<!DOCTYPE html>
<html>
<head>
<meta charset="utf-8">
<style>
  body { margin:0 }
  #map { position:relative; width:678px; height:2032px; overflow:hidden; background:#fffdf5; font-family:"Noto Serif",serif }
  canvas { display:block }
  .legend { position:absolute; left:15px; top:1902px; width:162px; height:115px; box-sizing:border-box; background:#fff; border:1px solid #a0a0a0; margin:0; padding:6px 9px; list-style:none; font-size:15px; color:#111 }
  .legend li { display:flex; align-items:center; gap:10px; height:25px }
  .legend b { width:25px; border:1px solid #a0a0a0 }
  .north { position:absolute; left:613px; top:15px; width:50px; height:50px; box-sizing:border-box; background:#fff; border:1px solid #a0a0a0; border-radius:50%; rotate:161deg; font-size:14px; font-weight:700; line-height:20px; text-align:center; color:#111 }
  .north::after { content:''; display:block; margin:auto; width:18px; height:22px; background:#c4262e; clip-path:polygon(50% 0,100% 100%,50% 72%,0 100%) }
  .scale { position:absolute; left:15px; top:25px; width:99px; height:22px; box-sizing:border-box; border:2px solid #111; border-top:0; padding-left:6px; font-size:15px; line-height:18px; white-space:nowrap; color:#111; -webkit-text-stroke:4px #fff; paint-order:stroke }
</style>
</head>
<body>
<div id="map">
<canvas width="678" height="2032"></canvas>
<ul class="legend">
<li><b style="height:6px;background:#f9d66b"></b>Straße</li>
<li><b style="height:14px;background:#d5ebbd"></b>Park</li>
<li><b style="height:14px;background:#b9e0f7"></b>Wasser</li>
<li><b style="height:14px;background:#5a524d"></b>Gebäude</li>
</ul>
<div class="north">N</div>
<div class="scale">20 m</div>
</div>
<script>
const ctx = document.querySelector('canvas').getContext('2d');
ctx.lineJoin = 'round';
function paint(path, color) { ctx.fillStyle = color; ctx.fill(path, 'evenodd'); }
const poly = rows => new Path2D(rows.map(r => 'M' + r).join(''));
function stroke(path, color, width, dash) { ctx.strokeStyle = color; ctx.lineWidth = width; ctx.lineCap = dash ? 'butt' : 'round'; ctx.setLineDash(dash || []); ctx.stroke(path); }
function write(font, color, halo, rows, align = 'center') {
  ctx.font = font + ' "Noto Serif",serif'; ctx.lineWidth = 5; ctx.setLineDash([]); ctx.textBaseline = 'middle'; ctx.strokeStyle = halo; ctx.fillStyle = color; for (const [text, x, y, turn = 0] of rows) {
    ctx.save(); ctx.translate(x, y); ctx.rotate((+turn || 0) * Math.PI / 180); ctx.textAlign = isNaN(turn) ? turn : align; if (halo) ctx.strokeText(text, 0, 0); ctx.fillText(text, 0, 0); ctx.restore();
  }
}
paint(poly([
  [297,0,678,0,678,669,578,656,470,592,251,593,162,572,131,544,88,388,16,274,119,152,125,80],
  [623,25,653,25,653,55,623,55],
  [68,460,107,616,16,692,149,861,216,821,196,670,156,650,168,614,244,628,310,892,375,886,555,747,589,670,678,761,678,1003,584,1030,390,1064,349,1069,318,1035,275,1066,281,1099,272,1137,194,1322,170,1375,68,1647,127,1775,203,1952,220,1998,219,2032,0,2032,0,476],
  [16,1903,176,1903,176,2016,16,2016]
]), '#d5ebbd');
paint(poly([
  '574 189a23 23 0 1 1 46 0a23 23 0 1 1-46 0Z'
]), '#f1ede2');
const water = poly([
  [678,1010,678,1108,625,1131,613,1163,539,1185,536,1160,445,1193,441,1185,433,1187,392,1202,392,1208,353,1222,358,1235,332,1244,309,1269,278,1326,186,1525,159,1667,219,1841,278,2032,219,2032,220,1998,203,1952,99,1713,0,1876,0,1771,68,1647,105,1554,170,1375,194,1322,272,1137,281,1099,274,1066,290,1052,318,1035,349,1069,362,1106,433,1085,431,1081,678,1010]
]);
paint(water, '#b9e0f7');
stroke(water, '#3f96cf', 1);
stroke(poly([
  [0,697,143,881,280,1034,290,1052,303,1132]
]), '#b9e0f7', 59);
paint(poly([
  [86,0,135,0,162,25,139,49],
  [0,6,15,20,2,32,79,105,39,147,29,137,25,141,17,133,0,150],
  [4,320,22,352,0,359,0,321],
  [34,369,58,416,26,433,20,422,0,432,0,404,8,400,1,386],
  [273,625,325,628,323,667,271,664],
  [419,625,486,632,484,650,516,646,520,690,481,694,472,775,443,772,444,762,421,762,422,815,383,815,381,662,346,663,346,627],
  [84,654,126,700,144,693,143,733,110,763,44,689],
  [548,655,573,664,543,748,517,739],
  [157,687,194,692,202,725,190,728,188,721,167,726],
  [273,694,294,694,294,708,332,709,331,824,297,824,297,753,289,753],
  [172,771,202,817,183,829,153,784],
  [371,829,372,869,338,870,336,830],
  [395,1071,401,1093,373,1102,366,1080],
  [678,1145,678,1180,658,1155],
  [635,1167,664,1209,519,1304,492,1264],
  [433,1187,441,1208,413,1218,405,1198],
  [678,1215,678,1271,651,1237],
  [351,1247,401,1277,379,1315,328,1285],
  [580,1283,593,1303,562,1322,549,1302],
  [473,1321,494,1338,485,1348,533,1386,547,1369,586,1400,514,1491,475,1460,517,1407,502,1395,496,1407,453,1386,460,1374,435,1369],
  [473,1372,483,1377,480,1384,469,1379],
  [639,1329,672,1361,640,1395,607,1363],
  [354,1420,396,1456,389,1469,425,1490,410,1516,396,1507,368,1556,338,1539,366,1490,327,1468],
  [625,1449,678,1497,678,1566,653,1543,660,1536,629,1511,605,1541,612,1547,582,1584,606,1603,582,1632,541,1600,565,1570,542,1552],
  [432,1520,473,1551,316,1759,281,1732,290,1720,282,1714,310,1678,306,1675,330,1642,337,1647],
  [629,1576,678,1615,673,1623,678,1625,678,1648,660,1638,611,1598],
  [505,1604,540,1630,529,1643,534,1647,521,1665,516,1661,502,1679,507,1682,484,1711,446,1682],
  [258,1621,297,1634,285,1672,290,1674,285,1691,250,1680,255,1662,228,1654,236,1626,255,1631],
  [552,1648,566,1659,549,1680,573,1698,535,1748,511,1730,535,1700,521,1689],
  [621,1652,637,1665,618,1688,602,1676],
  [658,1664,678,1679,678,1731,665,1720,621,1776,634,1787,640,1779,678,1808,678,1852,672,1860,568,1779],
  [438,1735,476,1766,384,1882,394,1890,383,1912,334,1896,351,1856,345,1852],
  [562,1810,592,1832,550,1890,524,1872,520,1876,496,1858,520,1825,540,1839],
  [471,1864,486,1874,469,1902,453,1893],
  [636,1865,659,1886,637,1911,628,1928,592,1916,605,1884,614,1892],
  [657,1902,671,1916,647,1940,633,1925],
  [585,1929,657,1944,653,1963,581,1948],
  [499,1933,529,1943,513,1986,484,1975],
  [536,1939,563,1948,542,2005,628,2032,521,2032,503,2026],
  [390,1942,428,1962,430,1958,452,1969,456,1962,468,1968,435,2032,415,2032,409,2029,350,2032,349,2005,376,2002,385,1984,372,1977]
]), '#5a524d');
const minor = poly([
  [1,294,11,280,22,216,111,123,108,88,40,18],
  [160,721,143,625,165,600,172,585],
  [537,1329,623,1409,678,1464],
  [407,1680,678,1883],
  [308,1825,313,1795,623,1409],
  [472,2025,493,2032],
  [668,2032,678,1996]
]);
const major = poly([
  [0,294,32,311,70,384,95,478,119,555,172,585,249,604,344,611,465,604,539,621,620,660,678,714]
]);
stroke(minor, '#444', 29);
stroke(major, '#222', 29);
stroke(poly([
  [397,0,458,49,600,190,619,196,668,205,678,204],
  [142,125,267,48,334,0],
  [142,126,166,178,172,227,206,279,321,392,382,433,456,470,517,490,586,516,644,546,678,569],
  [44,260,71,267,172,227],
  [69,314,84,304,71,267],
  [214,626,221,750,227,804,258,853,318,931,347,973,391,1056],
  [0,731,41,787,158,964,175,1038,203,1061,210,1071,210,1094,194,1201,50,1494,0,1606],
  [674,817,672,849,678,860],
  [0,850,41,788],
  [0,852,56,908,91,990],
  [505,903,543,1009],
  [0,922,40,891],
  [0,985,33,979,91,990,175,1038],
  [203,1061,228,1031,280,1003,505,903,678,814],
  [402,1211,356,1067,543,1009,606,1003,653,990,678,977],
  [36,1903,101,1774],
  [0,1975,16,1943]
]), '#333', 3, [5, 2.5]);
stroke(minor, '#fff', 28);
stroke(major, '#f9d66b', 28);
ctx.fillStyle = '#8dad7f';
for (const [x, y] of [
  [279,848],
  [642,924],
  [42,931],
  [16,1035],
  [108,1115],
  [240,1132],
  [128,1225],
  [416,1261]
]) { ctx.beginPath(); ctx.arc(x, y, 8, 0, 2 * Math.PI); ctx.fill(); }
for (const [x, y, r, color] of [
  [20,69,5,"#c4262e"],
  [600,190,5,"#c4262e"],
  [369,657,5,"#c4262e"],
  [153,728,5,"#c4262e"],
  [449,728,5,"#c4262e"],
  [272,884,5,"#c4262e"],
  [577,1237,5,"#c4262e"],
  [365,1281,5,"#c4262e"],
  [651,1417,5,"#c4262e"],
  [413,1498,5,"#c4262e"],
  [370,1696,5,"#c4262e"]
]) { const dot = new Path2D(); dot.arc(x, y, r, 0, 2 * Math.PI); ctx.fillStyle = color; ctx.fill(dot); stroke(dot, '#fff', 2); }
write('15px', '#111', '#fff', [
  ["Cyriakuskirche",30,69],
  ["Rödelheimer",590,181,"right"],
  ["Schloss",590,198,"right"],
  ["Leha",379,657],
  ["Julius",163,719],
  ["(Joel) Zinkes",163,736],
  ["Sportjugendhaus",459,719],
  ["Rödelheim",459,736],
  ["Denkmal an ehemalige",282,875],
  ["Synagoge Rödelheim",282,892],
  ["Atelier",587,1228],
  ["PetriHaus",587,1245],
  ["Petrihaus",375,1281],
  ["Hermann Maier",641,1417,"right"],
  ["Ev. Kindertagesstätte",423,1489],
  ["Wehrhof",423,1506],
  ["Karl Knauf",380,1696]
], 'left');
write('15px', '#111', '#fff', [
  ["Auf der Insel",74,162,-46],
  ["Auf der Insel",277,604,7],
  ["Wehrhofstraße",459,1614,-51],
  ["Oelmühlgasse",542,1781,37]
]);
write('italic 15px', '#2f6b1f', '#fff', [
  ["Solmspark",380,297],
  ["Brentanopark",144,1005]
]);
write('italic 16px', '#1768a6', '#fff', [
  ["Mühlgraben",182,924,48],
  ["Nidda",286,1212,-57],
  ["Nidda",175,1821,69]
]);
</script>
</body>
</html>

■ ■ ■ ■ ■

▶ _About this exercise_: Look over the listing and return each line that holds "setLineDash".

▶ _Response to this task_:
function stroke(path, color, width, dash) { ctx.strokeStyle = color; ctx.lineWidth = width; ctx.lineCap = dash ? 'butt' : 'round'; ctx.setLineDash(dash || []); ctx.stroke(path); }
  ctx.font = font + ' "Noto Serif",serif'; ctx.lineWidth = 5; ctx.setLineDash([]); ctx.textBaseline = 'middle'; ctx.strokeStyle = halo; ctx.fillStyle = color; for (const [text, x, y, turn = 0] of rows) {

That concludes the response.